Tuesday, 18 November 2014

What is a Full English Breakfast?

Garfunkels, Terminal 4, London Heathrow Airport, October 2010

I was having lunch with an old friend the other day and we were discussing cooked breakfasts.  Her view was that baked beans were not part of a proper English breakfast and should never be eaten before 6.00pm.  This is an assertion I have heard before, and although I feel that this is a ridiculous notion, it does raise the important question of what does, indeed, constitute a Full English breakfast; one of Britain's great contributions to international gastronomy.  This does not mean, of course, that I don't have my own preferences but I am not tied to externally imposed "rules".

Langham Hotel, London, February 2011

Eschewing the effete bread-based efforts of our continental cousins the cooked English breakfast really came to the fore in the nineteenth century and certainly helped fuel the industrial revolution and assist Britain's rise to the greatest Imperial power the world has ever seen.  Try and run the world by starting the day on a few flaky croissants or some slices of cheese and ham and see how far you get!  

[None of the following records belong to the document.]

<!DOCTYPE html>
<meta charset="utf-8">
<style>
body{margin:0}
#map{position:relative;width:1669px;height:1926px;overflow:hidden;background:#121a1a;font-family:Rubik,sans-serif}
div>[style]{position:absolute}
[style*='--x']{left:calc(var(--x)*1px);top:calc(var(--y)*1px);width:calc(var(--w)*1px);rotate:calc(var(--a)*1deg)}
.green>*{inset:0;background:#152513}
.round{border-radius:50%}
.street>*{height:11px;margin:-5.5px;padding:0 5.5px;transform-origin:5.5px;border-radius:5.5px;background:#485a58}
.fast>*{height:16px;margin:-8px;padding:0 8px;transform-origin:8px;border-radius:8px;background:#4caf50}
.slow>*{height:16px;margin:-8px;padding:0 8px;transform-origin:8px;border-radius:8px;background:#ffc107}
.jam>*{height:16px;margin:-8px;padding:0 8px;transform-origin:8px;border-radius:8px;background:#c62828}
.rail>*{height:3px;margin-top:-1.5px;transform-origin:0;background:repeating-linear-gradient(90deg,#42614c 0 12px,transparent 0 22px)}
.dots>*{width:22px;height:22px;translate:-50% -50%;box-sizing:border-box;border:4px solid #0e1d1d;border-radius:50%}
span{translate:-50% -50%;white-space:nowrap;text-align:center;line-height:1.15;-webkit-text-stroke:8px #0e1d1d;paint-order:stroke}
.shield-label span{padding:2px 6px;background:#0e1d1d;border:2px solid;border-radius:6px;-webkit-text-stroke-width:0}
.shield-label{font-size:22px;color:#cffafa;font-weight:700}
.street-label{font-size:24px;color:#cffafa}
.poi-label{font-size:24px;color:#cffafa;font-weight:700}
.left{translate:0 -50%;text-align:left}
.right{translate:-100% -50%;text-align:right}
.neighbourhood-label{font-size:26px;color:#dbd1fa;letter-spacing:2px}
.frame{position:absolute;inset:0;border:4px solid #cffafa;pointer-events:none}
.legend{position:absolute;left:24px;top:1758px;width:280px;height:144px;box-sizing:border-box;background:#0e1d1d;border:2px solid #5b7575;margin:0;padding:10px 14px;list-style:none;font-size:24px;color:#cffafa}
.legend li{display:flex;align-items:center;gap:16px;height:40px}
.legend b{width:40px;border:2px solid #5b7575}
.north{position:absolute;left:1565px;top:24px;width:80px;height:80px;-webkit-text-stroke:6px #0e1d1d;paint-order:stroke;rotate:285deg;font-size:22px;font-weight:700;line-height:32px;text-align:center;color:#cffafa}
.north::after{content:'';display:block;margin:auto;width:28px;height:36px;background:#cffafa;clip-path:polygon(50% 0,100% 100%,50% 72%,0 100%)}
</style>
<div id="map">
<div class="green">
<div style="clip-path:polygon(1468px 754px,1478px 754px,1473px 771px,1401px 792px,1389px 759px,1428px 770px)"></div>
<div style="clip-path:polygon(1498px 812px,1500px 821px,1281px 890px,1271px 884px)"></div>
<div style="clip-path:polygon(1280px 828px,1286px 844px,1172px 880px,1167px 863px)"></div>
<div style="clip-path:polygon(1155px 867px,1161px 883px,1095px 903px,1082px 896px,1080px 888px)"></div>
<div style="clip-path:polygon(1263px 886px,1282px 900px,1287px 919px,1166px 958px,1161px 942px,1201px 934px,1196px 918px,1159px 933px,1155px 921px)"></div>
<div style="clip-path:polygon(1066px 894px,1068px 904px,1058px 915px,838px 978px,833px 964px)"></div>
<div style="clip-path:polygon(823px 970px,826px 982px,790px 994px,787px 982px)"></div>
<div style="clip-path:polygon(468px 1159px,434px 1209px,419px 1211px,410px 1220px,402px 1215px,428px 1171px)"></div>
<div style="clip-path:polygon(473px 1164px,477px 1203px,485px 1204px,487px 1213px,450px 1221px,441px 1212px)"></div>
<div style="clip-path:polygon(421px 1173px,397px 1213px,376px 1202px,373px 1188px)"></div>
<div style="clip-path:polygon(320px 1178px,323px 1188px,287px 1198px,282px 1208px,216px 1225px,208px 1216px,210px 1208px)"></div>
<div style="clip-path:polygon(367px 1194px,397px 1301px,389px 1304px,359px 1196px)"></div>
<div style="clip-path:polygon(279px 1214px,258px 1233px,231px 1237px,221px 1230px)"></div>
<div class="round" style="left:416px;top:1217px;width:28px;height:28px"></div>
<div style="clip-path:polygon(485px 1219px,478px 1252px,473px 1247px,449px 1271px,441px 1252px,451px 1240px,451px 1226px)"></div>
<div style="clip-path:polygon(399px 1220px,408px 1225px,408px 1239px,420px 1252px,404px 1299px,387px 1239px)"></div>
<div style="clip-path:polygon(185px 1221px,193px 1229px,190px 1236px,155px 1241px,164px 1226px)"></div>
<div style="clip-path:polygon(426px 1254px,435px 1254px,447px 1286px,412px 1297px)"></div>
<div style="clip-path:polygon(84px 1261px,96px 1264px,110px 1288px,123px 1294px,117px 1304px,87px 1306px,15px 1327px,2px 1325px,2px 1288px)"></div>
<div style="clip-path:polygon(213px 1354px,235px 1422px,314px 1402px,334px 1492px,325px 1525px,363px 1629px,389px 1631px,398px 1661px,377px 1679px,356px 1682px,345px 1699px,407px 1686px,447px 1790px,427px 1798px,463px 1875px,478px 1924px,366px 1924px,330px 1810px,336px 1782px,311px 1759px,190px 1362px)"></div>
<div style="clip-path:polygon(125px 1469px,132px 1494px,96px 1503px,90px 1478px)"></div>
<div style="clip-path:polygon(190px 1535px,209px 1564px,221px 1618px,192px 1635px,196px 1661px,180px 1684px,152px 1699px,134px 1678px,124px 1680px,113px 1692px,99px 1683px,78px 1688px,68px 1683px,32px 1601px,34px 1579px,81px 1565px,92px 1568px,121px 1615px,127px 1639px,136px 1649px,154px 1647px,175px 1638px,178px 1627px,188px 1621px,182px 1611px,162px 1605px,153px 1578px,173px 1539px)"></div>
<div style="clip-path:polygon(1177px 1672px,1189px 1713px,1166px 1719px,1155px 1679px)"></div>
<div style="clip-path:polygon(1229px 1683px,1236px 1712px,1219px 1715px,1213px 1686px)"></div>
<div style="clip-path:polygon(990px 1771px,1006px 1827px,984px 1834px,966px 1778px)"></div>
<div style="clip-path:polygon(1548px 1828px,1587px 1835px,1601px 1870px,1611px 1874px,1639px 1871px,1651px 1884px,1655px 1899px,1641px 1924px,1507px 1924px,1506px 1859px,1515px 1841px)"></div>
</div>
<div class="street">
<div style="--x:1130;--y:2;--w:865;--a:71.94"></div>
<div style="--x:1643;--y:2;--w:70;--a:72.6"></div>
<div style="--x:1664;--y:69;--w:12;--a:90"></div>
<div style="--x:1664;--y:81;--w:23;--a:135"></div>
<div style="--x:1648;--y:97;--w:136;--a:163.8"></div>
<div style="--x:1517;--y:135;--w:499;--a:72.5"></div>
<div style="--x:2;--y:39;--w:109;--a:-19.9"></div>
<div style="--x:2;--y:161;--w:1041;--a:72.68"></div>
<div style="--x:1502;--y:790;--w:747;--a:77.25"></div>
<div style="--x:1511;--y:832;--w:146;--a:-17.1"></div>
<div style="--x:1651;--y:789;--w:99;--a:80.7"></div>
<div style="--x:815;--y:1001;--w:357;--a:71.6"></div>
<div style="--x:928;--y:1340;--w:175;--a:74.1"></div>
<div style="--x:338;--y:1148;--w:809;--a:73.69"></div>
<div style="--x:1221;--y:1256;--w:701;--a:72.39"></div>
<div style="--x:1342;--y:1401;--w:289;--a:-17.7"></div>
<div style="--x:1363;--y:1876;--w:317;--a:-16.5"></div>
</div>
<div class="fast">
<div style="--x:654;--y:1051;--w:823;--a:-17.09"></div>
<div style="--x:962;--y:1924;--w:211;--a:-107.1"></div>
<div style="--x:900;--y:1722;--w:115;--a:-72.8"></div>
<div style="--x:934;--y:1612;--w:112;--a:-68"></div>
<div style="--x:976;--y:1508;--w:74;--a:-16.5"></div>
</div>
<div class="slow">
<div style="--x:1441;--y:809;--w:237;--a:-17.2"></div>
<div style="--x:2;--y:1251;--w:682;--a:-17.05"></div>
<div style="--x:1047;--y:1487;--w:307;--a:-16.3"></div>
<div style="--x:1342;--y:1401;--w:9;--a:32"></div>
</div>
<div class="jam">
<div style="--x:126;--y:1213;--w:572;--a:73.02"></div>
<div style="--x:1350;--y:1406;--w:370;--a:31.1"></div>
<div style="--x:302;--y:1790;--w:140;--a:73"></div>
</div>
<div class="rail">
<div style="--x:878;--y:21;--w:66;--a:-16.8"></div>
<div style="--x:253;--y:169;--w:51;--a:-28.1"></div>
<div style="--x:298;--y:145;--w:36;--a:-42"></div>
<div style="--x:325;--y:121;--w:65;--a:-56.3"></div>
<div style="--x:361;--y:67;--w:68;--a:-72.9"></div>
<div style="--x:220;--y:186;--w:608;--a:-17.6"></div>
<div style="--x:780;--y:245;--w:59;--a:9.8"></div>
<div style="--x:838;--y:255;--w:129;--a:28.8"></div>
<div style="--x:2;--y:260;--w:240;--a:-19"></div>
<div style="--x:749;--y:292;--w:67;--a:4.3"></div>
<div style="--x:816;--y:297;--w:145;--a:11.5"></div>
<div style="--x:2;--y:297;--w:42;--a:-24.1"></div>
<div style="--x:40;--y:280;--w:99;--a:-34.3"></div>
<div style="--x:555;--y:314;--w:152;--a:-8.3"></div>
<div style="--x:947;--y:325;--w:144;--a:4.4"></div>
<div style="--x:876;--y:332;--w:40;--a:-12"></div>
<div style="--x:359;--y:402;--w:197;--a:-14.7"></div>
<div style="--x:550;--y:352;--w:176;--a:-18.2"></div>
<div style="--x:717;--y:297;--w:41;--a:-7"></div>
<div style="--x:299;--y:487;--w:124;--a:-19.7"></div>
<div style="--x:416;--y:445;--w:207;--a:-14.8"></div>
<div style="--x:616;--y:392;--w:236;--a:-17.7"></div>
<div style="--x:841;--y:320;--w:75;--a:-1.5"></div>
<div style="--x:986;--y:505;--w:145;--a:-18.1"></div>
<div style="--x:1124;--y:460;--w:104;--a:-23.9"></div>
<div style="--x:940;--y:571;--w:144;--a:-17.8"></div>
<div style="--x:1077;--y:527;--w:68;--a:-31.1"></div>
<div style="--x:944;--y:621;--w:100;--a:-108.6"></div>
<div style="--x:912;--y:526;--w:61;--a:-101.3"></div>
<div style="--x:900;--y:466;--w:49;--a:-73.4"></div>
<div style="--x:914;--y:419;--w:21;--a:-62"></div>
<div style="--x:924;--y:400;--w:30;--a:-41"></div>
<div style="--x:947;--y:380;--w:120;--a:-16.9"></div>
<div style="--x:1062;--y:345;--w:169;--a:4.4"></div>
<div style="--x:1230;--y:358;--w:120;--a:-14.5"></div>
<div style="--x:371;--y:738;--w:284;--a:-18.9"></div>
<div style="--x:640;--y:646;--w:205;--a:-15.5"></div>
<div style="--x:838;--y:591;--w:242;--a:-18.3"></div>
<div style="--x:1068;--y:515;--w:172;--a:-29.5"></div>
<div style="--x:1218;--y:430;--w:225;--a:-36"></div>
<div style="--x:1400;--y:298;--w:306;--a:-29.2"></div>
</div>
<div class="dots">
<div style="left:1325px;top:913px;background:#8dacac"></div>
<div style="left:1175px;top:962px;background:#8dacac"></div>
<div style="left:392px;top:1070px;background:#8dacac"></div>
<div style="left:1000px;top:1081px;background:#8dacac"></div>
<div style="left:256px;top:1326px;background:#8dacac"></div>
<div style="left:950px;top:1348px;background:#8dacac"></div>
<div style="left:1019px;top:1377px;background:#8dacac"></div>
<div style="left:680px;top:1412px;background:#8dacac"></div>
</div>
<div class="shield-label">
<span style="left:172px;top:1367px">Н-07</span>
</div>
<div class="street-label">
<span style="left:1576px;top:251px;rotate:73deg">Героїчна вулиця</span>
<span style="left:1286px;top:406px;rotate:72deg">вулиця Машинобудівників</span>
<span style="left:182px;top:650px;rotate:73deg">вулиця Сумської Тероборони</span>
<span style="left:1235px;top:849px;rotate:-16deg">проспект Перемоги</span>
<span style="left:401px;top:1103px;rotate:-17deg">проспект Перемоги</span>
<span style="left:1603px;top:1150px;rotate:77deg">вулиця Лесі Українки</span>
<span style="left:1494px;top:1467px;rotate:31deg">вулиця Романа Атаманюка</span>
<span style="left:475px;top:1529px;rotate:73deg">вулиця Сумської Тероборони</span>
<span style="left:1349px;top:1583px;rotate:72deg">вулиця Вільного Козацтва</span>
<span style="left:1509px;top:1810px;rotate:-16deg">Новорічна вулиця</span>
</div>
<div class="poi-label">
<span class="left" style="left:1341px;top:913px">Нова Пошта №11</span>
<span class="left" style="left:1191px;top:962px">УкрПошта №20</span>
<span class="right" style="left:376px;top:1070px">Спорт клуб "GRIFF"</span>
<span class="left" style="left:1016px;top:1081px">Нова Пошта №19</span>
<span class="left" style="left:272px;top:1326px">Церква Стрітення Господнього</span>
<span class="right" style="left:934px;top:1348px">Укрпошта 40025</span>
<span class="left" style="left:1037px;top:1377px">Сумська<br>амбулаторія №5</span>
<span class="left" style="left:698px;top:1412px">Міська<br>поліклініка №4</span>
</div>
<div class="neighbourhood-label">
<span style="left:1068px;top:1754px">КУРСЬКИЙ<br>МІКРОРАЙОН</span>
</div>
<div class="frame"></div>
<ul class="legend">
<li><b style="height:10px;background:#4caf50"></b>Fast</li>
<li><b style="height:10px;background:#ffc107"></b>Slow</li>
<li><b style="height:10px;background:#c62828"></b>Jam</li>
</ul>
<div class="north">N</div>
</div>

The proper constituents of a Full English breakfast are as controversial as what goes into a Bolognese sauce, Poulet Marengo or a Salad Niçoise.  So let's have a look at the candidates.  I will illustrate them with pictures from my own breakfast experiences!


Hotel Inter-Continental, Lusaka, December 2010

These can be fried, scrambled or poached.  The Legatus much prefers fried eggs but will cope with scrambled, although it is very difficult to get good scrambled eggs in a restaurant, unless prepared to order and impossible in a hotel buffet where they usually take on the same consistency as that marbled foam rubber used in cheap furniture.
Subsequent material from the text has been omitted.